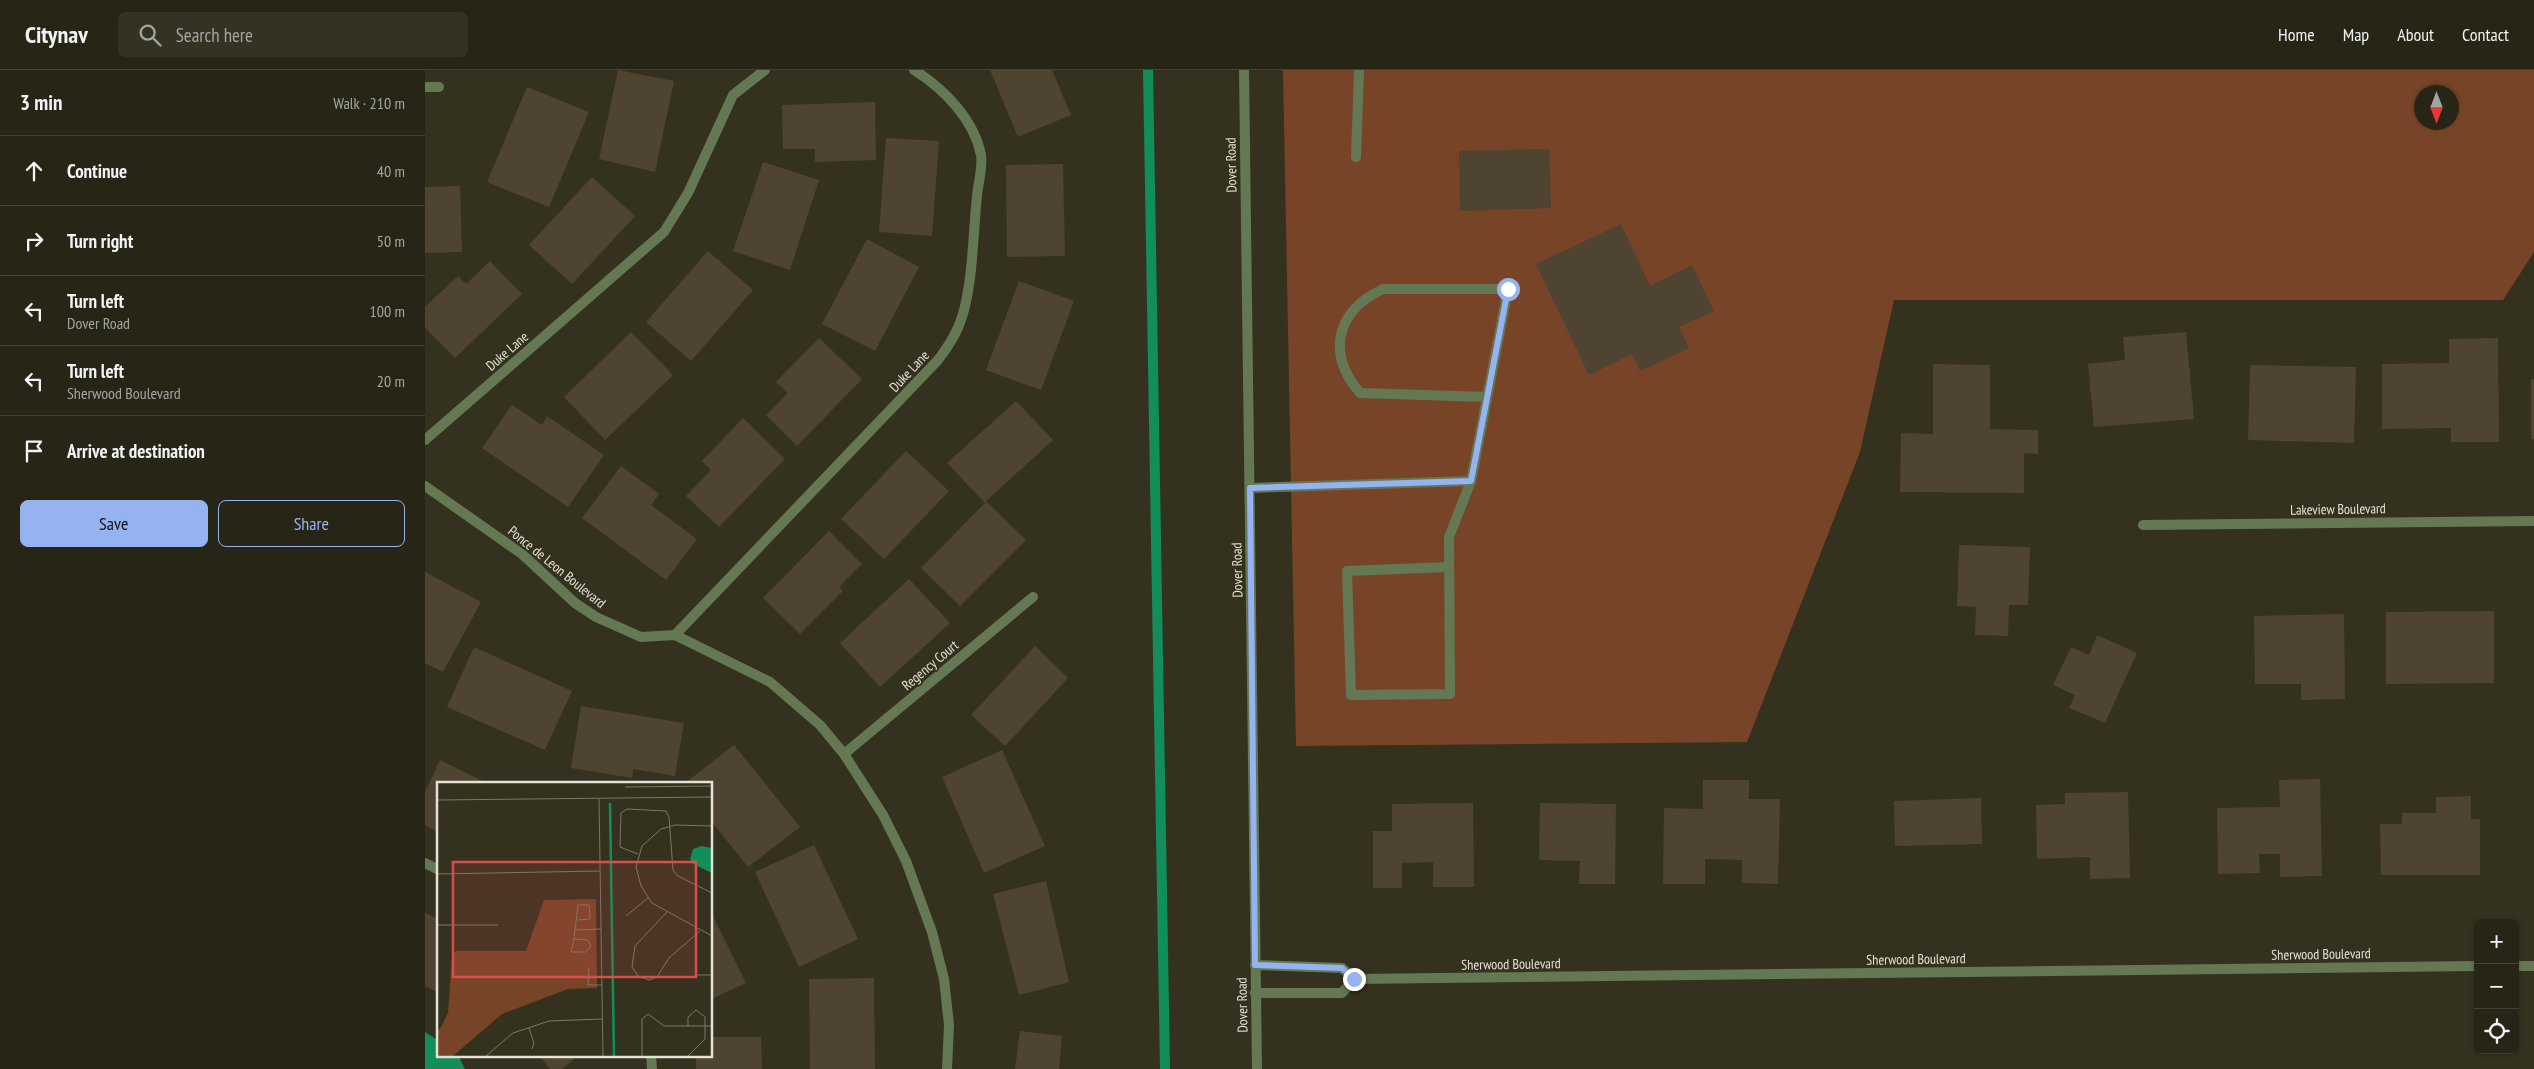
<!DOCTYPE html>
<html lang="en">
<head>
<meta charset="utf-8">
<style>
  :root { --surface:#272616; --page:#333223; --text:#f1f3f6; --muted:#a4a5a1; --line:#434335; --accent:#95b2f1 }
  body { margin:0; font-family:"PT Sans Narrow",sans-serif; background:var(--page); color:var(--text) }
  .controls { position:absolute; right:15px; bottom:15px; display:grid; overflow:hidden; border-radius:8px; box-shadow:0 1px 4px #0004 }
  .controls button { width:45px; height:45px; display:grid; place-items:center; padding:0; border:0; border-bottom:1px solid var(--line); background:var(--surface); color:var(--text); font:25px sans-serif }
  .compass { position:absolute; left:1989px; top:15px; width:45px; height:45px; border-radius:50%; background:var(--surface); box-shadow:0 1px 4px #0004; rotate:180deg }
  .stop { position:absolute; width:15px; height:15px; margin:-11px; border:4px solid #95b2f1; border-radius:50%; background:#fff }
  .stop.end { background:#95b2f1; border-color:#fff; box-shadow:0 1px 5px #0008 }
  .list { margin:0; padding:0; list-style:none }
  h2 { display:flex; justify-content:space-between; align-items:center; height:65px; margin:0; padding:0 20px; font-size:21px }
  h2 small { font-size:16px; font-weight:400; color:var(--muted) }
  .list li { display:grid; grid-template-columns:32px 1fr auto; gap:15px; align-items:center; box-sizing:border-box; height:70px; padding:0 20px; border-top:1px solid var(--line) }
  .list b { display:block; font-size:19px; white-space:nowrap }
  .list p { margin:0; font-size:16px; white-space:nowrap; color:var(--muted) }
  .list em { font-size:16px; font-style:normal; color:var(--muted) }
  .actions { display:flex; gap:10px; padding:15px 20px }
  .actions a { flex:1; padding:11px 0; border:1px solid var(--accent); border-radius:8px; text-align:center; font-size:18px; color:var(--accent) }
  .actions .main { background:var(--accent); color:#111 }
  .icon { flex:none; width:28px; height:28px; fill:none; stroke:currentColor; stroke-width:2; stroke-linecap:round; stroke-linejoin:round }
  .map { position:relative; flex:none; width:2109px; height:999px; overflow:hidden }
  header { display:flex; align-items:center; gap:30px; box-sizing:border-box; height:70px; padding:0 25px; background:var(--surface); border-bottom:1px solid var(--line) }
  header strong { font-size:24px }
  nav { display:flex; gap:28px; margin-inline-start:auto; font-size:18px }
  .search { width:350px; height:45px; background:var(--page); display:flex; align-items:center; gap:12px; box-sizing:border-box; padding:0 18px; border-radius:8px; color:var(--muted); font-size:19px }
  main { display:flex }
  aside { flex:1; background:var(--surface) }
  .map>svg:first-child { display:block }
  .green { fill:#774427; fill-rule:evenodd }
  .water { fill:#118e59 }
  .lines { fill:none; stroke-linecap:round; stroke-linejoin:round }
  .stream { stroke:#118e59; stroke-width:10 }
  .building { fill:#4f4331 }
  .lane { stroke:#657854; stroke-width:10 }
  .street { stroke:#657854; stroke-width:10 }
  .route { stroke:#95b2f1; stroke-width:6 }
  .labels { text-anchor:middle; stroke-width:4; stroke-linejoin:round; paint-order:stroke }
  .street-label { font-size:14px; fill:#e3e2d6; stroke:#34321e }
  .inset-river { fill:none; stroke:#118e59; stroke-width:2.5 }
  .inset-road { fill:none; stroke:#7a7868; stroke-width:1 }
  .view { fill:#d94d4b; fill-opacity:0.15; stroke:#d94d4b; stroke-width:2.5 }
  .inset-edge { fill:none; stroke:#e3e2d6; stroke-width:2.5 }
</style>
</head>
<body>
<header>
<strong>Citynav</strong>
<div class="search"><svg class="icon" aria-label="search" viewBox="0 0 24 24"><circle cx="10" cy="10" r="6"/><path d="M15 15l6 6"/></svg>Search here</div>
<nav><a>Home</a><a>Map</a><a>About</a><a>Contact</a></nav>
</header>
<main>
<aside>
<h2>3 min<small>Walk · 210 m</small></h2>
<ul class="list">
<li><svg class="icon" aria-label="ahead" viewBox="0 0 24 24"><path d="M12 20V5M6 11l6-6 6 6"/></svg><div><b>Continue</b></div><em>40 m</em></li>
<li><svg class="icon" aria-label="right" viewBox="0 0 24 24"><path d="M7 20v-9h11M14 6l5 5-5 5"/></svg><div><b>Turn right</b></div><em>50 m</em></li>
<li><svg class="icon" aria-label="left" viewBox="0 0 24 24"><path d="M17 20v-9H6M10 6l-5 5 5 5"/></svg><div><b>Turn left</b><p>Dover Road</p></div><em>100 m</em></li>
<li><svg class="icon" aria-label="left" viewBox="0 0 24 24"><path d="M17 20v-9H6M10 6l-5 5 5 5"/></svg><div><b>Turn left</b><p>Sherwood Boulevard</p></div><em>20 m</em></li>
<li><svg class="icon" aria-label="arrive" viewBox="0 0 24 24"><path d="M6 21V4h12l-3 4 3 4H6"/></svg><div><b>Arrive at destination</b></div></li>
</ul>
<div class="actions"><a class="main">Save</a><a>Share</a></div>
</aside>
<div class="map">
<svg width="2109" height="999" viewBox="0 0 2109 999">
  <rect width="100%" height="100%" fill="#34321e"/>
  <path class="green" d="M858,0h1251v182l-31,48h-609l-34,152 -113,290 -451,4zM1996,22h30v30h-30z"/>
  <path class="water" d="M0,962l14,9v14h19l7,14h-40z"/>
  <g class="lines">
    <path class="stream" d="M723,0l17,999"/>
  </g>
  <g class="building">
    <path d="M193,0l56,11 -19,91 -56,-13z"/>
    <path d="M565,0h62l19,45 -53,22z"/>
    <path d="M102,17l62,25 -40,95 -62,-25z"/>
    <path d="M450,32l1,58 -61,2v-13h-32l-1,-44z"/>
    <path d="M461,68l53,3 -7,95 -53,-4z"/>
    <path d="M1124,79l2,59 -91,3 -1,-60z"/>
    <path d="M338,92l56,18 -29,90 -57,-19z"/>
    <path d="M638,94l2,92 -58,1 -1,-92z"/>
    <path d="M167,107l43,39 -63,68 -43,-39z"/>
    <path d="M35,116l2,66 -37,1v-66z"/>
    <path d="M1196,154l29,62 42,-21 22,46 -35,16 10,21 -49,23 -8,-17 -43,21 -53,-111z"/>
    <path d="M442,169l52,28 -44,84 -53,-27z"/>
    <path d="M283,181l45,39 -62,71 -45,-39z"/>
    <path d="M65,191l32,33 -67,64 -30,-30v-21l33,-31 8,8z"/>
    <path d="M594,211l55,20 -33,89 -55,-20z"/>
    <path d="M206,262l42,43 -68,65 -41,-43z"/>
    <path d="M1761,262l8,87 -100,8 -6,-63 37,-4 -2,-23z"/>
    <path d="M394,268l43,41 -65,67 -31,-31 22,-22 -12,-11z"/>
    <path d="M2073,268l1,104h-48v-14l-69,1v-65l67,-1v-24z"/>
    <path d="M1508,294l57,1v64l48,1v24l-14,-1v40l-124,-1 1,-59 32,1z"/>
    <path d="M1825,295l106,2 -2,76 -106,-3z"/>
    <rect x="2106" y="309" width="3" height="60"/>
    <path d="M591,331l37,39 -67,61 40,39 -66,66 -39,-38 64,-65 -38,-40z"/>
    <path d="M87,335l30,20 5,-9 57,39 -36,52 -86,-59z"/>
    <path d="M318,348l42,41 -66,68 -33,-31 25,-26 -9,-9z"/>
    <path d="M481,381l43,40 -65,68 -43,-40z"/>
    <path d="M196,396l38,28 -8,11 46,34 -31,41 -84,-62z"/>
    <path d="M404,461l33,33 -23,23 4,4 -43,43 -37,-36z"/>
    <path d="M1534,475l71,2 -2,58h-19l-1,31 -33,-1 1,-28 -19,-1z"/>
    <path d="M0,502l56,30 -38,70 -18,-9z"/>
    <path d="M484,509l41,44 -70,64 -40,-44z"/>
    <path d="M2069,541v72l-108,1v-72z"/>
    <path d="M1919,544l1,85 -44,1v-16h-46l-1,-68z"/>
    <path d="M1672,565l40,18 -32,70 -36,-15 6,-13 -22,-10 18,-38 18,8z"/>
    <path d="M610,576l33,32 -63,68 -34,-31z"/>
    <path d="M49,577l98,44 -27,59 -98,-43z"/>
    <path d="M156,636l103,17 -9,53 -42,-7 -1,9 -61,-10z"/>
    <path d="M309,675l66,82 -52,40 -37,-46v-38h-26z"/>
    <path d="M577,680l43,96 -61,27 -42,-96z"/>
    <path d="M15,690l47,23h-48v49l-14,-7v-33z"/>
    <path d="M1895,709l2,97 -42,1v-23h-21l1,19 -42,1 -1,-66 63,-1 -1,-27z"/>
    <path d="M1278,710h46v19h31l-2,85 -36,-1v-23l-37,-1v25h-42l1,-76 39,1z"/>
    <path d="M1703,722l2,86 -40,1v-22l-53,2 -1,-54 29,-1v-11z"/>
    <path d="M2046,726v23h9v56h-99l-1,-51h22v-11h34v-16z"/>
    <path d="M1556,728l1,46 -87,2 -1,-45z"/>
    <path d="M1048,733l1,84h-41v-25l-31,1v25h-29v-57h19v-27z"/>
    <path d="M1115,733l76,1 -1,80h-36l1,-23 -41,-1z"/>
    <path d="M389,775l44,94 -59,28 -44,-95z"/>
    <path d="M621,811l23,101 -50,13 -26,-101z"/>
    <path d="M286,842l35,71 -35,16z"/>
    <path d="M0,843l14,6v74l-14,-7z"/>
    <path d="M449,908l1,91h-65l-1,-90z"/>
    <path d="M595,961l42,5 -3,33h-44z"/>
    <path d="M286,967h50l1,32h-66v-14h15z"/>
    <path d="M114,985h40l-17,14h-12z"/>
  </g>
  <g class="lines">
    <g class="lane">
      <path d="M931,87l3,-87"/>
      <path d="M825,418l221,-7 37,-192h-125c-47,22 -57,64 -23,104l127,4"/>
      <path d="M1024,497l-102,4 4,124 99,-1 -1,-157 22,-56"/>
    </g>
    <g class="street">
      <path d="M819,0l13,999"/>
      <path d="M0,17h14"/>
      <path d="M0,370l239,-208 24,-39 45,-98 32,-25"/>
      <path d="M0,416l97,68 53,49 21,14 45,20 34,-2 95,47 50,43 24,29 39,61 23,46 26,71 12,47 5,46 -2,44"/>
      <path d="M1718,455l391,-4"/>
      <path d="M250,565l263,-275c10,-13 19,-26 24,-43 11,-34 11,-84 15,-121 1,-12 6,-29 4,-41 -7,-36 -38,-67 -67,-85"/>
      <path d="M419,684l189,-157"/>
      <path d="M0,793l14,7"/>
      <path d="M830,895l87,3 12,11 1124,-13"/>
      <path d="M2090,896h19"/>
      <path d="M830,923h87l12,-14"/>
      <path d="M226,985l1,14"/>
    </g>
  </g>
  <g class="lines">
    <path class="route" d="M929,909l-12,-11 -87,-3 -5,-477 221,-7 37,-192"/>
  </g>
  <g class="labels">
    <g class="street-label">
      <text transform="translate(806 95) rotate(-91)" y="5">Dover Road</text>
      <text transform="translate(82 281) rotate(-41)" y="5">Duke Lane</text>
      <text transform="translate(484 301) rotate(-47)" y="5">Duke Lane</text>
      <text transform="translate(1913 439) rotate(-1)" y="5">Lakeview Boulevard</text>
      <text transform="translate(132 497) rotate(39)" y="5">Ponce de Leon Boulevard</text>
      <text transform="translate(812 500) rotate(-91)" y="5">Dover Road</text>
      <text transform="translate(505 595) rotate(-40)" y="5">Regency Court</text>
      <text transform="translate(1896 884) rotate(-1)" y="5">Sherwood Boulevard</text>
      <text transform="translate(1491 889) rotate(-1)" y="5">Sherwood Boulevard</text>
      <text transform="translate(1086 894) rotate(-1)" y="5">Sherwood Boulevard</text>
      <text transform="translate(817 935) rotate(-91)" y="5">Dover Road</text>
    </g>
  </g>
  <g transform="translate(12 712)">
    <rect width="275" height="275" fill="#34321e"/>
    <path d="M159,117l1,89 -29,1 -66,25 -49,42h-16v-28l3,1 8,-16 4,-56 4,-6h70l18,-51z" fill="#774427"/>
    <path d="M265,64l10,2v25l-19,-9 -3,-5 3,-10z" fill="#118e59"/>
    <path class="inset-river" d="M173,21l4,253"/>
    <path class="inset-road" d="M188,5l87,-1M162,17l4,257M0,18l275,-3M275,44l-37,-1 -14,4 -19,17 -6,21 5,19 11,17 60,33M201,72l-18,-7 1,-34 6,-4 39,2 3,6 4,53 5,6 34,17M0,92l163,-3M230,130l-32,34 -3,21 6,9 11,4 8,-3 12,-19 31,-27M189,134l22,-18M0,143h61M138,148l3,-25h11l1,14 -12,1M137,157l14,1 3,6 -5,6h-15l3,-13 1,-9 26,-1M152,185l-1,18h14M258,193h17M92,246l5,15 -2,6M49,274l27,-23 36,-12 53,-2M205,274v-37l6,-5 16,12h48M251,274l17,-17v-22l-9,-7 -8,7v9"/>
    <path class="view" d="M16,80h243v115h-243z"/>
    <rect width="275" height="275" class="inset-edge"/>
  </g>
</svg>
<div class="controls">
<button>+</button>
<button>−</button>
<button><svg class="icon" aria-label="locate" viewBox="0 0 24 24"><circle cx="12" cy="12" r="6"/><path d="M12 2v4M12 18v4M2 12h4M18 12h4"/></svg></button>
</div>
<svg class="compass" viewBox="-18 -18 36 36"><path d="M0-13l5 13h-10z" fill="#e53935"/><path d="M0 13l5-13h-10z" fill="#a4a5a1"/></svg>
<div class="stop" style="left:1083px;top:219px"></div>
<div class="stop end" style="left:929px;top:909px"></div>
</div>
</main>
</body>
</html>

== == ==

Task to carry out: The answer must be a single number: how many lines of the records contain the string "body".

Solution to this exercise: 3